◆ SOURCE INFORMATION:
■ ■ ■ ■ ■

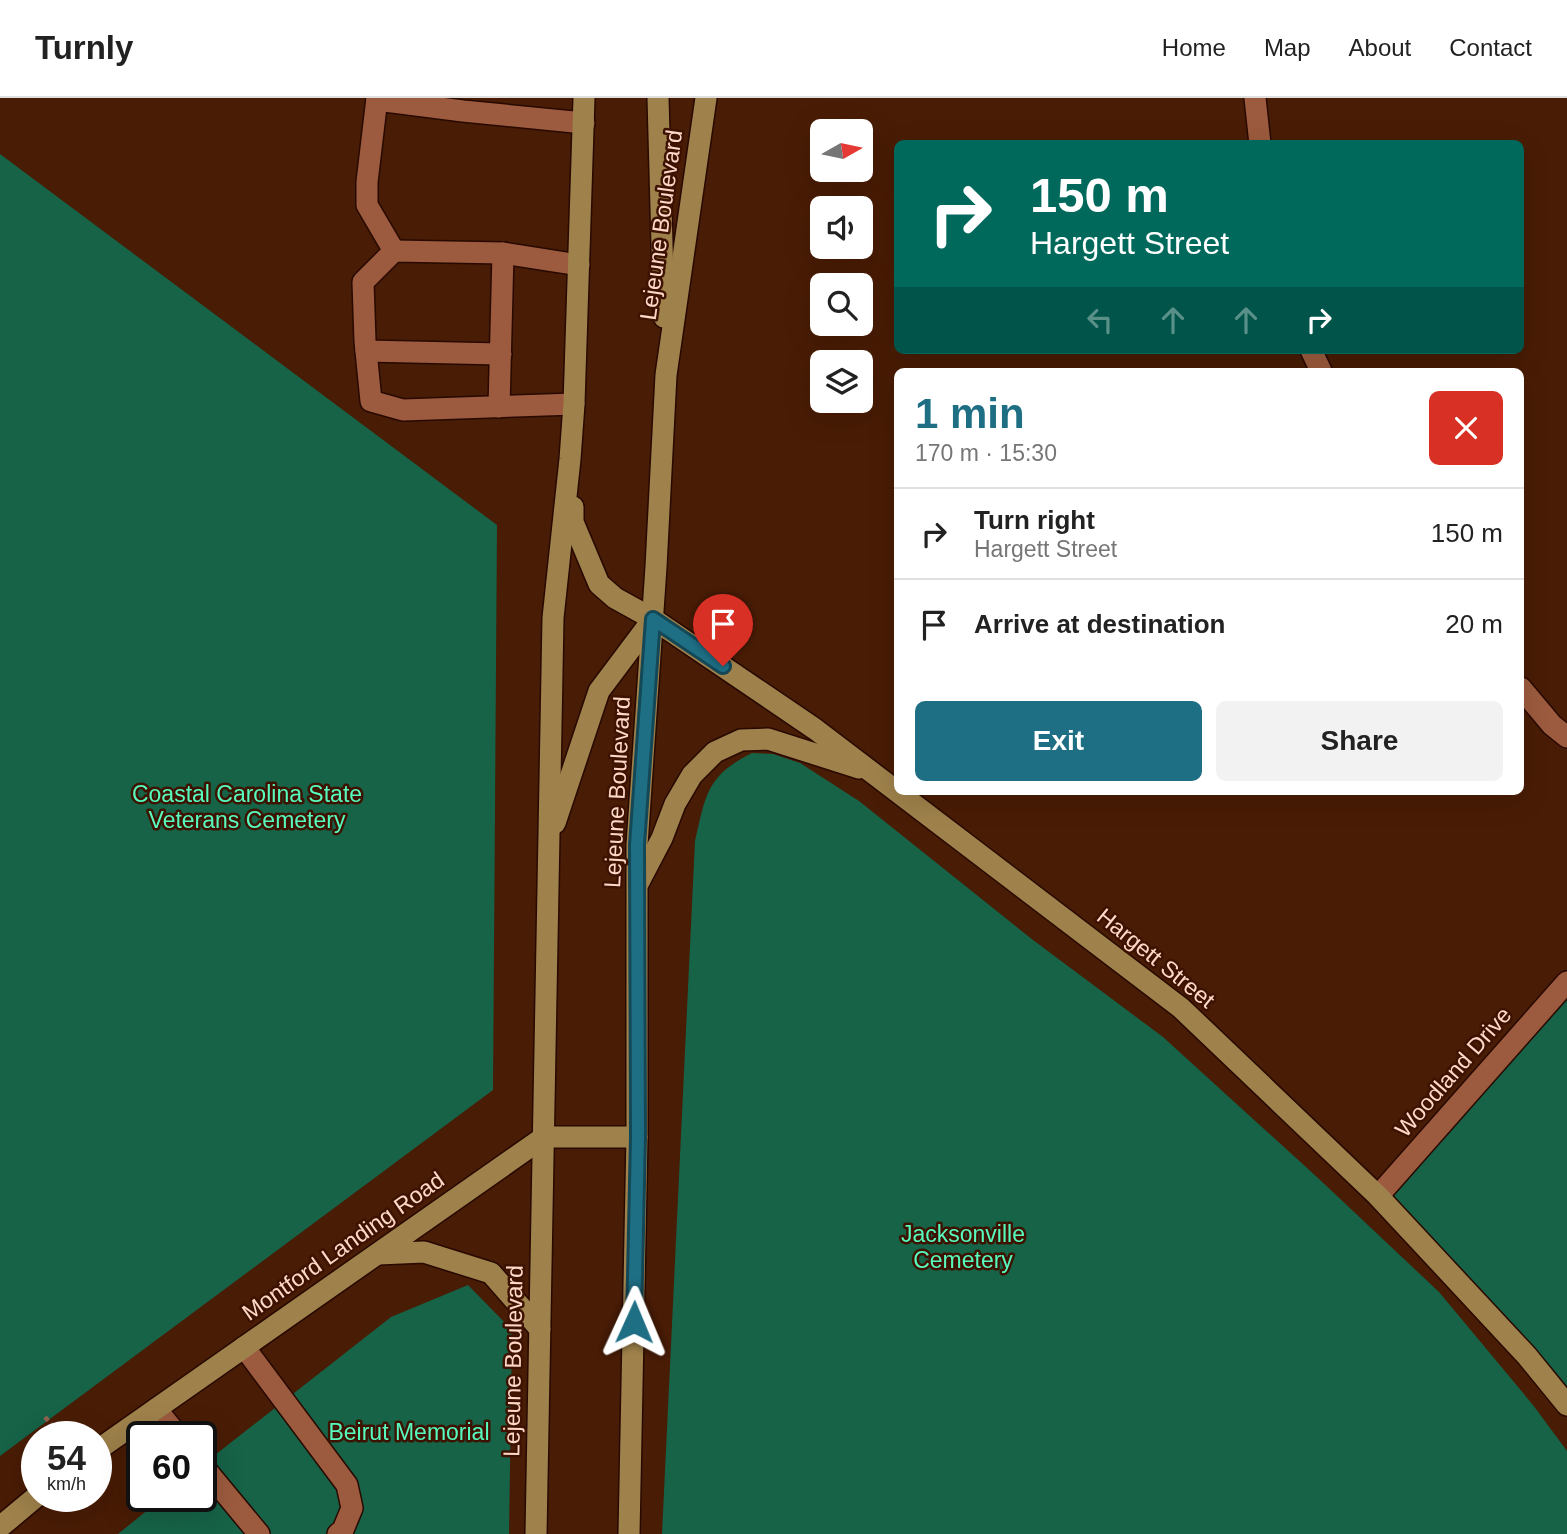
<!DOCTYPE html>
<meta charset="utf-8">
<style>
:root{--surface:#fff;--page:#f2f2f2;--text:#222;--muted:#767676;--line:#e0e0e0;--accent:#1e6e84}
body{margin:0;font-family:Arial,sans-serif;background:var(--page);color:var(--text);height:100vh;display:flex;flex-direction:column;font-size:26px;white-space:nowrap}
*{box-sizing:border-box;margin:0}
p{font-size:23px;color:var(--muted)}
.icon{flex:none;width:38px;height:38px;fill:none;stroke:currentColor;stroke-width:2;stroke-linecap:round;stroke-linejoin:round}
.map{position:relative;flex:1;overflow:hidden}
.side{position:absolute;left:894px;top:270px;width:630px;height:427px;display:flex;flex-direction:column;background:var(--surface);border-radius:10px;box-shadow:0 7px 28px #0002}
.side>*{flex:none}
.top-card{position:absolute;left:894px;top:42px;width:630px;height:214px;border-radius:10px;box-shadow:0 7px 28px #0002;background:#00695c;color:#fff;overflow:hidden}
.needle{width:46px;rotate:81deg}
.buttons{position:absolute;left:810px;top:21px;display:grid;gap:14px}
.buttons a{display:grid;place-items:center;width:63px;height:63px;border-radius:10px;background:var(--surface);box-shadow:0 7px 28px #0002;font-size:35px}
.speed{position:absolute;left:21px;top:1323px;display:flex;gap:14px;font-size:35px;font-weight:700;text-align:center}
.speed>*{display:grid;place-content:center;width:91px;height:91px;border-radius:50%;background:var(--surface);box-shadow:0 7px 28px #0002;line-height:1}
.speed small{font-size:18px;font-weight:400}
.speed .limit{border:4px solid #111;border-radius:10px;background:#fff;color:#111}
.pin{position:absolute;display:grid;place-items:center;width:60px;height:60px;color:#fff;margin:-72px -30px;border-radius:50% 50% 50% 0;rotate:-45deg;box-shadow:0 0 7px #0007}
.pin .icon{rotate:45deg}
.me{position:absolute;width:77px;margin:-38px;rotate:1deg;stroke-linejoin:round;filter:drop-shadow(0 0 5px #0008)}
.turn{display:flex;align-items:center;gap:24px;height:147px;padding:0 21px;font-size:32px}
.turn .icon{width:91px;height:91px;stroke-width:2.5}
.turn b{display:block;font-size:49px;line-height:60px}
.lanes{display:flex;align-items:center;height:66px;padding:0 21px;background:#0003;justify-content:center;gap:35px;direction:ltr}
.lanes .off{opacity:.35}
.round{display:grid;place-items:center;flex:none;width:74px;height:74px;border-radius:10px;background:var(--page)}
.summary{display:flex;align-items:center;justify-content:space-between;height:119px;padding:0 21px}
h1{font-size:42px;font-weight:600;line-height:52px;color:var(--accent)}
.button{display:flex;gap:14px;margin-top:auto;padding:14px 21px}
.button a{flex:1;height:80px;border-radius:10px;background:var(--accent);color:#fff;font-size:28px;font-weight:600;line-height:80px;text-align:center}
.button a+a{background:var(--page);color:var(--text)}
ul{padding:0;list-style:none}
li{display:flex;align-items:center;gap:21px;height:91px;padding:0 21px;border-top:2px solid var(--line)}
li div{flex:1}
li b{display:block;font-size:26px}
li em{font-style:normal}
header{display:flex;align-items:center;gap:42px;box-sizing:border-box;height:98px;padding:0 35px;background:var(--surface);border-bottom:2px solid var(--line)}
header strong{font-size:33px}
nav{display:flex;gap:38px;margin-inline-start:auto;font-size:24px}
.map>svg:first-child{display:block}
</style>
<header>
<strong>Turnly</strong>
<nav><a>Home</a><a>Map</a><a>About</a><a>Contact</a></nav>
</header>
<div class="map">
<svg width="1567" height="1436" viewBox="0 0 1567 1436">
<rect width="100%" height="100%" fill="#491c05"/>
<!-- green -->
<g fill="#166348">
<path d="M0,56L497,427L493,992L0,1358Z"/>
<path d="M752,655L773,656L800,665L859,703L1033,842L1163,939L1318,1080L1439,1194L1533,1307L1567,1353V1436H662L695,743C706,697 706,678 752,655Z"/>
<path d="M1567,884V1307L1378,1098Z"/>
<path d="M468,1187L512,1232L509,1436H118L165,1398H201V1368L391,1219Z"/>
</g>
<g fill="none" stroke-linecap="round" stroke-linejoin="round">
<defs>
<g id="minor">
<path d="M377,0L367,84V107L394,153"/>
<path d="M1255,0L1260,46"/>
<path d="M377,2L463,13L584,25"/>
<path d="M1311,252L1321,273"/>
<path d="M366,253L501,256"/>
<path d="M574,306L403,312L371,303L365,243L363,184L394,153L503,155L579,167"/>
<path d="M499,309L503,155"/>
<path d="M1521,590L1552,627L1567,639"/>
<path d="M1378,1098L1567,884"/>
<path d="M244,1249L347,1387L352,1410L343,1432L338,1436"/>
<path d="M156,1311L179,1339"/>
<path d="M201,1366L259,1436"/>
</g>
<g id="major">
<path d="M658,0L664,219"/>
<path d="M573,409V424L599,486L615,500L653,521L815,631L1181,910L1378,1098L1527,1258L1567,1307"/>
<path d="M555,725L599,593L653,521"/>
<path d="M639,784L662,740L675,706L692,677L715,654L741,642L768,641L859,670"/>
<path d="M378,1156L424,1154L491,1175L540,1231"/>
<path d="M96,1353L544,1039H637"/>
<path d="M0,1429L37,1398"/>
<path d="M536,1436L553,520L570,361L574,306L584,0"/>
<path d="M629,1436L637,1039V747L656,469L666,277L706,0"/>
</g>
</defs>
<!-- minor casing -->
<use href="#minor" stroke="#280900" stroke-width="24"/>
<!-- major casing -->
<use href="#major" stroke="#280900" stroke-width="24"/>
<!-- path -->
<path stroke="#8e634f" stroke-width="4.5" stroke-dasharray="5 3.5" stroke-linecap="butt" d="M45,1319L61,1339"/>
<!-- minor -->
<use href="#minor" stroke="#9c5b3e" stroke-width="21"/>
<!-- major -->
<use href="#major" stroke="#9f824b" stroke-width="21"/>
</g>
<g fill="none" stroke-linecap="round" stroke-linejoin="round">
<defs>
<path id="route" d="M634,1224L638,1039L637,747L653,521L723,568"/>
</defs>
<!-- route casing -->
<use href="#route" stroke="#144856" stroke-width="18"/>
<!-- route -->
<use href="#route" stroke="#1e6e84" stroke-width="12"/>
</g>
<g text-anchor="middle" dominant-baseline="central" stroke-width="5" stroke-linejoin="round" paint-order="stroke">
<!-- street labels -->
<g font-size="23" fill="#fed8c8" stroke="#3e1200">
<text transform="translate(661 127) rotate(-82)">Lejeune Boulevard</text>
<text transform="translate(617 694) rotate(-87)">Lejeune Boulevard</text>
<text transform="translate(1156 860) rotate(39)">Hargett Street</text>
<text transform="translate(1453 974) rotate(-49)">Woodland Drive</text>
<text transform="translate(343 1148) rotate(-35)">Montford Landing Road</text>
<text transform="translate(513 1263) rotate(-89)">Lejeune Boulevard</text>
</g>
<!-- park labels -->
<g font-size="23" fill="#57fabe" stroke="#3e1200">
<text x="247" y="696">Coastal Carolina State<tspan x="247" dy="26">Veterans Cemetery</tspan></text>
<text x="963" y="1136">Jacksonville<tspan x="963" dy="26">Cemetery</tspan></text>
<text x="409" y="1334">Beirut Memorial</text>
</g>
</g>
</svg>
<div class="buttons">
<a><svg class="needle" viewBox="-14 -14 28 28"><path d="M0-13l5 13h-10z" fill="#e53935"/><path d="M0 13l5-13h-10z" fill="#767676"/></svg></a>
<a><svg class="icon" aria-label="sound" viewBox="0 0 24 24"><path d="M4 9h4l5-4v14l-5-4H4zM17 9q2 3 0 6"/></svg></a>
<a><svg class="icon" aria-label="search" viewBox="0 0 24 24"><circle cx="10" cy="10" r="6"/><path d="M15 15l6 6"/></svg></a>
<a><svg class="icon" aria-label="layers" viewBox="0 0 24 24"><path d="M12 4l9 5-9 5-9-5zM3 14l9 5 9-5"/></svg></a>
</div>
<div class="speed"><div>54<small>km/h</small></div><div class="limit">60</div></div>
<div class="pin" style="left:723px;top:568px;background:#d93025"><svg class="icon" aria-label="arrive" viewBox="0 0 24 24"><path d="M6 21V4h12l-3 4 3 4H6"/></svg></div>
<svg class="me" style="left:634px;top:1224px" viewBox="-20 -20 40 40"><path d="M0-17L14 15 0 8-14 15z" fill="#1e6e84" stroke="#fff" stroke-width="4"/></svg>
<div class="top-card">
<div class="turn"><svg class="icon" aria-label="right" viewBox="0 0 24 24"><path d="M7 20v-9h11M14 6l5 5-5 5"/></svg><div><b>150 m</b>Hargett Street</div></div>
<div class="lanes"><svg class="icon off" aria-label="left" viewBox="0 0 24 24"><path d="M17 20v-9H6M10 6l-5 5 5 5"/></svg><svg class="icon off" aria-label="ahead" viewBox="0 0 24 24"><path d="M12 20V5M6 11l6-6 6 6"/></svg><svg class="icon off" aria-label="ahead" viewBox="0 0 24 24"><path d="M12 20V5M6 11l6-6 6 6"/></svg><svg class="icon" aria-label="right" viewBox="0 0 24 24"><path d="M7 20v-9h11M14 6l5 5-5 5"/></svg></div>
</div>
<section class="side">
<div class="summary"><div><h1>1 min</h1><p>170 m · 15:30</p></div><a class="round" style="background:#d93025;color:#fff"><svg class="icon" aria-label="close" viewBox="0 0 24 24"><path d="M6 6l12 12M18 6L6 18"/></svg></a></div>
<ul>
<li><svg class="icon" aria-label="right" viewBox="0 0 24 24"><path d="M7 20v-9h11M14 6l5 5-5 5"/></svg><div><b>Turn right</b><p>Hargett Street</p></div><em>150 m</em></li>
<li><svg class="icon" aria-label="arrive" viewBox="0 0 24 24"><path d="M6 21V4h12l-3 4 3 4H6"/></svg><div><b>Arrive at destination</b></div><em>20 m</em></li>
</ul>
<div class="button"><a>Exit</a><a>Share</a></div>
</section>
</div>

■ ■ ■ ■ ■

◆ EXERCISE REQUIREMENTS:
Of all the lines above, count the ones that include the string "limit" and give the number alone.

◆ SOLUTION TO THE EXERCISE:
2